• [Problem to work on]:
Would you please transcribe the listing exactly, with no images?

• [Information shown]:

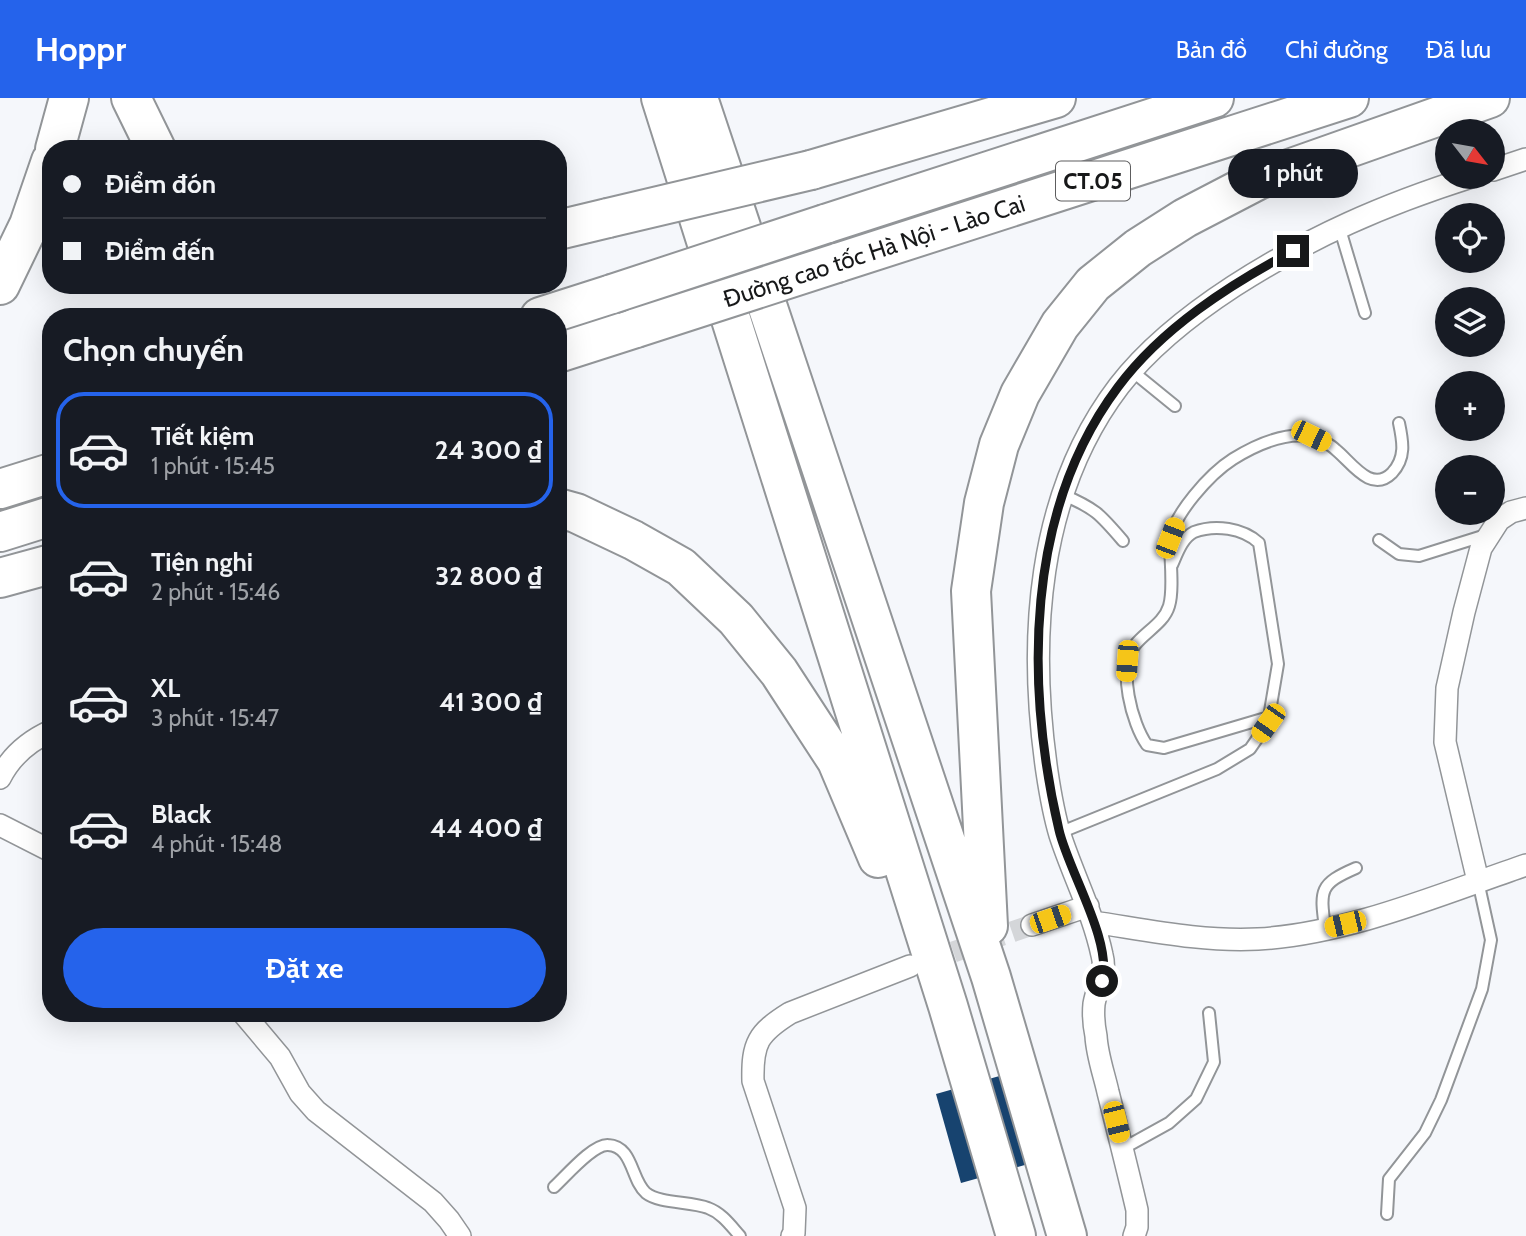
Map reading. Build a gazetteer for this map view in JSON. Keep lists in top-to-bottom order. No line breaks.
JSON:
{"streets":{"highway":["CT.05","Đường cao tốc Hà Nội - Lào Cai"]},"north":"bottom right","page":{"header":"Hoppr","nav":["Bản đồ","Chỉ đường","Đã lưu"],"map_buttons":["+","−"],"banner":["Điểm đón","Điểm đến"],"bubble":"1 phút","heading":"Chọn chuyến","list":[{"name":"Tiết kiệm","note":"1 phút · 15:45","value":"24 300 ₫"},{"name":"Tiện nghi","note":"2 phút · 15:46","value":"32 800 ₫"},{"name":"XL","note":"3 phút · 15:47","value":"41 300 ₫"},{"name":"Black","note":"4 phút · 15:48","value":"44 400 ₫"}],"buttons":"Đặt xe"}}
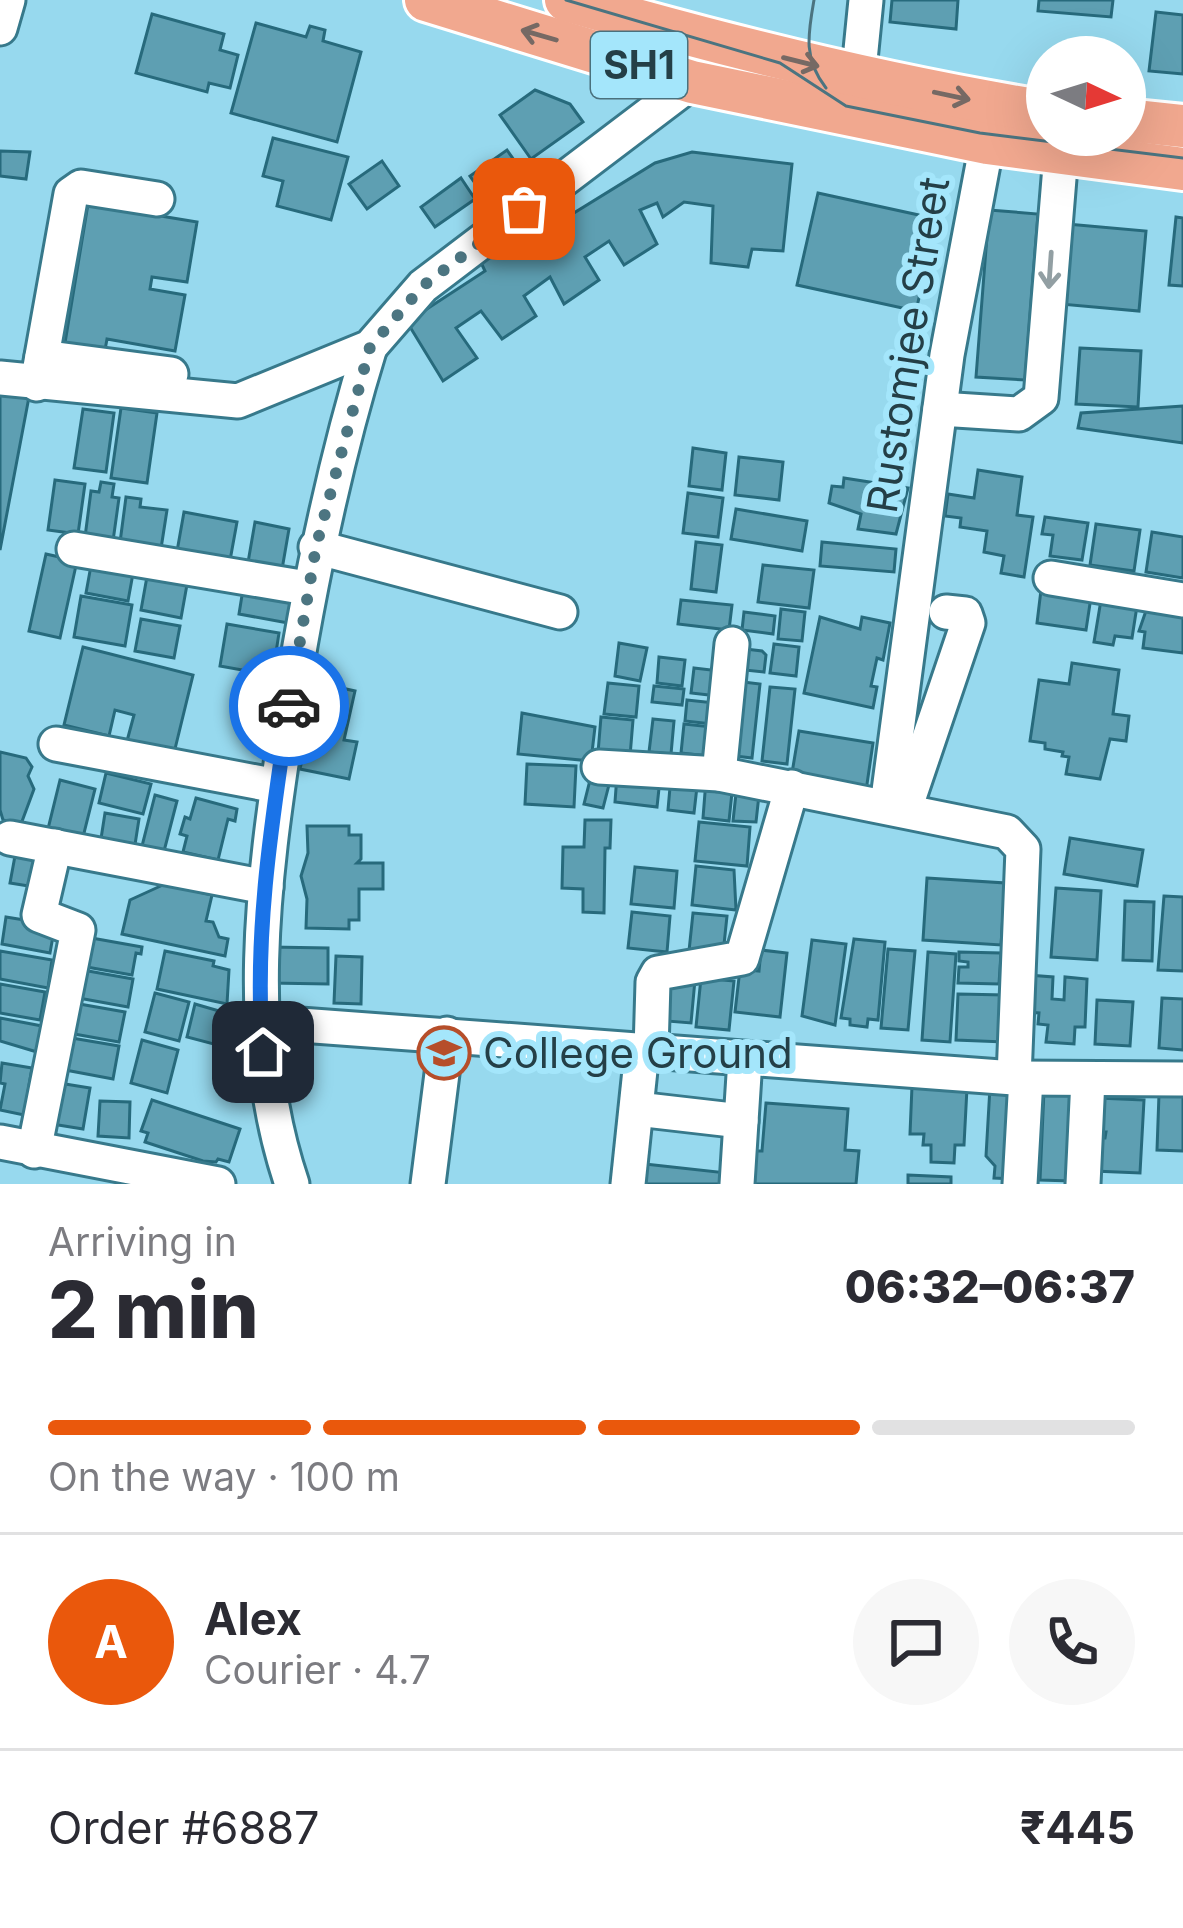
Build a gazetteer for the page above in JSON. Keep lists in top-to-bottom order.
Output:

• [Response box]:
Map reading. Build a gazetteer for this map view in JSON. Keep lists in top-to-bottom order. No line breaks.
JSON:
{"streets":{"highway":["CT.05","Đường cao tốc Hà Nội - Lào Cai"]},"north":"bottom right","page":{"header":"Hoppr","nav":["Bản đồ","Chỉ đường","Đã lưu"],"map_buttons":["+","−"],"banner":["Điểm đón","Điểm đến"],"bubble":"1 phút","heading":"Chọn chuyến","list":[{"name":"Tiết kiệm","note":"1 phút · 15:45","value":"24 300 ₫"},{"name":"Tiện nghi","note":"2 phút · 15:46","value":"32 800 ₫"},{"name":"XL","note":"3 phút · 15:47","value":"41 300 ₫"},{"name":"Black","note":"4 phút · 15:48","value":"44 400 ₫"}],"buttons":"Đặt xe"}}
Build a gazetteer for the page above in JSON. Keep lists in top-to-bottom order.
Output:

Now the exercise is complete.